**Problem description:** Every line below that contains the word "overflow" must be copied.

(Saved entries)
==*==

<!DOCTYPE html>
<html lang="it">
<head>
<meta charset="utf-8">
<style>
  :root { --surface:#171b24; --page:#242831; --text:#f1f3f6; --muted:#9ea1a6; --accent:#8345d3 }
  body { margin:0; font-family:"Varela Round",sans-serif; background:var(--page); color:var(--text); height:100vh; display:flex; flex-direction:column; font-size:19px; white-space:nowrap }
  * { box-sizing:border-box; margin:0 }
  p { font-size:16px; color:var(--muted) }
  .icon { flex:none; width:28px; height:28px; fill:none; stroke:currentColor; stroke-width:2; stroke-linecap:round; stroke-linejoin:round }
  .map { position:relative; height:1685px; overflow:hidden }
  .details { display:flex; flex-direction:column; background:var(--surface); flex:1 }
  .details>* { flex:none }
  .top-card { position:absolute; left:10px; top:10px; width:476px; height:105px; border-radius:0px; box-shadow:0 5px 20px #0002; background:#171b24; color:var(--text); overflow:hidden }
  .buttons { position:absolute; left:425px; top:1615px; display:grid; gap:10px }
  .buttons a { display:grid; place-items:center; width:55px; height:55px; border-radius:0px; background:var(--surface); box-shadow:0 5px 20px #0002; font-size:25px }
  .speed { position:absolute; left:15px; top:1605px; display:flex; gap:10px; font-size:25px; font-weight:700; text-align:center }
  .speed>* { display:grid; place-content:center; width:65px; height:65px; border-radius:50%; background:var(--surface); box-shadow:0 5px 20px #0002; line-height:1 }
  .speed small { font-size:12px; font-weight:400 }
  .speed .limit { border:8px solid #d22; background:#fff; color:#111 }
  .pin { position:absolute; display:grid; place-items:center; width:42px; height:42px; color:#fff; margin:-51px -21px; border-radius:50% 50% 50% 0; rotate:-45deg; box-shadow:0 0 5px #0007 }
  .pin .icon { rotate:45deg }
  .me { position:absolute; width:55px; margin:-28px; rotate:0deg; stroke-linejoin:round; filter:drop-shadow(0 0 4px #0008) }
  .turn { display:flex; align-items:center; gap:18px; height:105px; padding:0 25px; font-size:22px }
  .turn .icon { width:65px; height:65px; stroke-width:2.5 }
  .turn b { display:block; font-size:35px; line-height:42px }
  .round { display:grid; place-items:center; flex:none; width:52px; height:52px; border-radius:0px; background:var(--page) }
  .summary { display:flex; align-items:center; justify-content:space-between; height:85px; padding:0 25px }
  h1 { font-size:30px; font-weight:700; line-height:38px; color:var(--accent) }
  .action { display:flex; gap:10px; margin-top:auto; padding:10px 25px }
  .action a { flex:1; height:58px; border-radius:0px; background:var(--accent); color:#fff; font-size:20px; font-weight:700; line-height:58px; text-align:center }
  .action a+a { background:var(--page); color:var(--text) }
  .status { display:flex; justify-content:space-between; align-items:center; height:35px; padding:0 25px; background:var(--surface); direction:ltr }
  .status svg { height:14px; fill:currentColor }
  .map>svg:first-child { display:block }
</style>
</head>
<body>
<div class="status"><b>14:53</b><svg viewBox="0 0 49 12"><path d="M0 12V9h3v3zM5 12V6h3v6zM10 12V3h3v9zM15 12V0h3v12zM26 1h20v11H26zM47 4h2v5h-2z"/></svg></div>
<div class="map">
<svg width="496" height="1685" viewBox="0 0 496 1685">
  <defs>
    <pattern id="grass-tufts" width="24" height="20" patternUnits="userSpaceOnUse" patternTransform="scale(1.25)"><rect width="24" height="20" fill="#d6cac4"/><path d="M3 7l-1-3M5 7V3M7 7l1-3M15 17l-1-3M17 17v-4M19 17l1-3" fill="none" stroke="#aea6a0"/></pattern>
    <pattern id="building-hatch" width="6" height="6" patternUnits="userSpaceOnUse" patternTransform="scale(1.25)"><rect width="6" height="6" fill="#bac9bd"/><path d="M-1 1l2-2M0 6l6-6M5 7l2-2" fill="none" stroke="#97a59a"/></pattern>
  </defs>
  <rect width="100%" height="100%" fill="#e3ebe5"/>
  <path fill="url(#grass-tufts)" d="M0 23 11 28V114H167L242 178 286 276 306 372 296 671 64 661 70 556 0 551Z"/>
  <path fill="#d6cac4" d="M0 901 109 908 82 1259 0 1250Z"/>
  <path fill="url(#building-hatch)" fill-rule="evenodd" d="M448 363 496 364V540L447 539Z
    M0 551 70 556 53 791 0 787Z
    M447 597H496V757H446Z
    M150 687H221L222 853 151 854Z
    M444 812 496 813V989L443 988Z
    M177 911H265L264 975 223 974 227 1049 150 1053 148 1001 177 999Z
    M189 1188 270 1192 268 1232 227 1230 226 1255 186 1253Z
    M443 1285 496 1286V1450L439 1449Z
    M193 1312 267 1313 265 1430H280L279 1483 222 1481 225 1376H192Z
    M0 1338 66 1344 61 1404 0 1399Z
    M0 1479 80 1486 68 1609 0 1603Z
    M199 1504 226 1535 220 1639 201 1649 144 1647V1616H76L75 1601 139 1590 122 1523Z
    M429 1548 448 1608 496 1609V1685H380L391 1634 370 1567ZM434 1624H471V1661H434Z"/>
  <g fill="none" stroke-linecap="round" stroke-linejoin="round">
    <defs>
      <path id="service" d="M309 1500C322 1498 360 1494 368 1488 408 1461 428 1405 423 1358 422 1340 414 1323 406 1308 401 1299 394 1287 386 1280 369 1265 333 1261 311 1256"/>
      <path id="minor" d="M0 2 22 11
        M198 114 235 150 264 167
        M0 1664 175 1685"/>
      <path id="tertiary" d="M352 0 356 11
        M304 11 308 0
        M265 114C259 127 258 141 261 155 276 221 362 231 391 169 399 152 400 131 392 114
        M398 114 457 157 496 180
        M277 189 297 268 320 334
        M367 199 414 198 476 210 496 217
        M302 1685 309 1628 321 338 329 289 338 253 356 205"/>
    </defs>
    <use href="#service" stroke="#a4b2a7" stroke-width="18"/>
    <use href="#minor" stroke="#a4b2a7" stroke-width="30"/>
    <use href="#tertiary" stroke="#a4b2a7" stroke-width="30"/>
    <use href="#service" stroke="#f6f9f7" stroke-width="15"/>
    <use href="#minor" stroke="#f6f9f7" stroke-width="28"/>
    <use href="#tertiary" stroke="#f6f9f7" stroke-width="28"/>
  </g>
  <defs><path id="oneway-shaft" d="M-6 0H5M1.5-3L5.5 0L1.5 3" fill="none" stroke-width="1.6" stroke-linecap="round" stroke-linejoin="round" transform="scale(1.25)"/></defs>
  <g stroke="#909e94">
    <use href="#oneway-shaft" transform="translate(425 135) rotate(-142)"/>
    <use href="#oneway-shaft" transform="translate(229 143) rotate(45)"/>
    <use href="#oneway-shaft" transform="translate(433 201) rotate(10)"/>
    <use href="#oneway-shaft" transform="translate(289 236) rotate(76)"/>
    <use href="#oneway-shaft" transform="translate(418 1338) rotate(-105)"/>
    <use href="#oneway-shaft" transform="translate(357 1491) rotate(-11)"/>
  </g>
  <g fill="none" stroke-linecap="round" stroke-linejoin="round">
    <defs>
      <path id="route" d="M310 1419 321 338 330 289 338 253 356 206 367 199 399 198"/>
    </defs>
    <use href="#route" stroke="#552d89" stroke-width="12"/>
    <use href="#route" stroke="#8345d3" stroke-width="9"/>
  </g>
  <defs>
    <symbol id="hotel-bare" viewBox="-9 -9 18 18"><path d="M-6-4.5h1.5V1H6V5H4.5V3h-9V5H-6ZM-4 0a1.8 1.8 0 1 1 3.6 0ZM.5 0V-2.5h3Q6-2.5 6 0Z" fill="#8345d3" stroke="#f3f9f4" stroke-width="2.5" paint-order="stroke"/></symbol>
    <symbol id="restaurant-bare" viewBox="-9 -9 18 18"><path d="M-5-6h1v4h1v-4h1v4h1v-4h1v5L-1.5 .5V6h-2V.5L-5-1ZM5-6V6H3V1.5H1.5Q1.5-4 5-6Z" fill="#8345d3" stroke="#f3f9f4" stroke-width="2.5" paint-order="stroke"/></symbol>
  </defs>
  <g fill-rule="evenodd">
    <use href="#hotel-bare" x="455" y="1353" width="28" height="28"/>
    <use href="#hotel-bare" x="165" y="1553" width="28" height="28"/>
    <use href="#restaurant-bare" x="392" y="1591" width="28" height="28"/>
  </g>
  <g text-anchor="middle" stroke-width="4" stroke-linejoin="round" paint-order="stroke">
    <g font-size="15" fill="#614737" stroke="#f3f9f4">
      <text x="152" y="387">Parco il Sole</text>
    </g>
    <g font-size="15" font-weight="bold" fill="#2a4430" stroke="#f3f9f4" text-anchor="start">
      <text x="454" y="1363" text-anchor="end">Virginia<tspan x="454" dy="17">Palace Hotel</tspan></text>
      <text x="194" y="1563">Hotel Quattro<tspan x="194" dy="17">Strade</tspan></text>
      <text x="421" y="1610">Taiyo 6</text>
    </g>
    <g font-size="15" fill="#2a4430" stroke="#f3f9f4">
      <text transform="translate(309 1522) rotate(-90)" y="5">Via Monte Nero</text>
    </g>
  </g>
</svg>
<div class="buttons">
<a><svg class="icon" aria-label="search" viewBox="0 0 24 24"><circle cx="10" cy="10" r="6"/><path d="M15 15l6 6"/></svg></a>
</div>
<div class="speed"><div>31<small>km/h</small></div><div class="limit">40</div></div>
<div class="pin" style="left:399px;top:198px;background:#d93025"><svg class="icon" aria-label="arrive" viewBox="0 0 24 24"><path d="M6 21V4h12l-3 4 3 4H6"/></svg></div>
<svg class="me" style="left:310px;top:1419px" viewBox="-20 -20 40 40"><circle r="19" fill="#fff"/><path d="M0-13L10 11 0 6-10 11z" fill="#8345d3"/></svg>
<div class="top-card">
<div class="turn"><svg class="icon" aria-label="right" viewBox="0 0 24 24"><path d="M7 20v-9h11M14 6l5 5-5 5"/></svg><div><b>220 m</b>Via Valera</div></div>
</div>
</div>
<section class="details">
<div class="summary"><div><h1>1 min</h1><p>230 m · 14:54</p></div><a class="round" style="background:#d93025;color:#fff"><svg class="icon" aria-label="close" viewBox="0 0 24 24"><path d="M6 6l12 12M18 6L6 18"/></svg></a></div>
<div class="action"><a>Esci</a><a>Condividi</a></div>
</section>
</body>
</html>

==*==

**Result of this exercise:**
  .map { position:relative; height:1685px; overflow:hidden }
  .top-card { position:absolute; left:10px; top:10px; width:476px; height:105px; border-radius:0px; box-shadow:0 5px 20px #0002; background:#171b24; color:var(--text); overflow:hidden }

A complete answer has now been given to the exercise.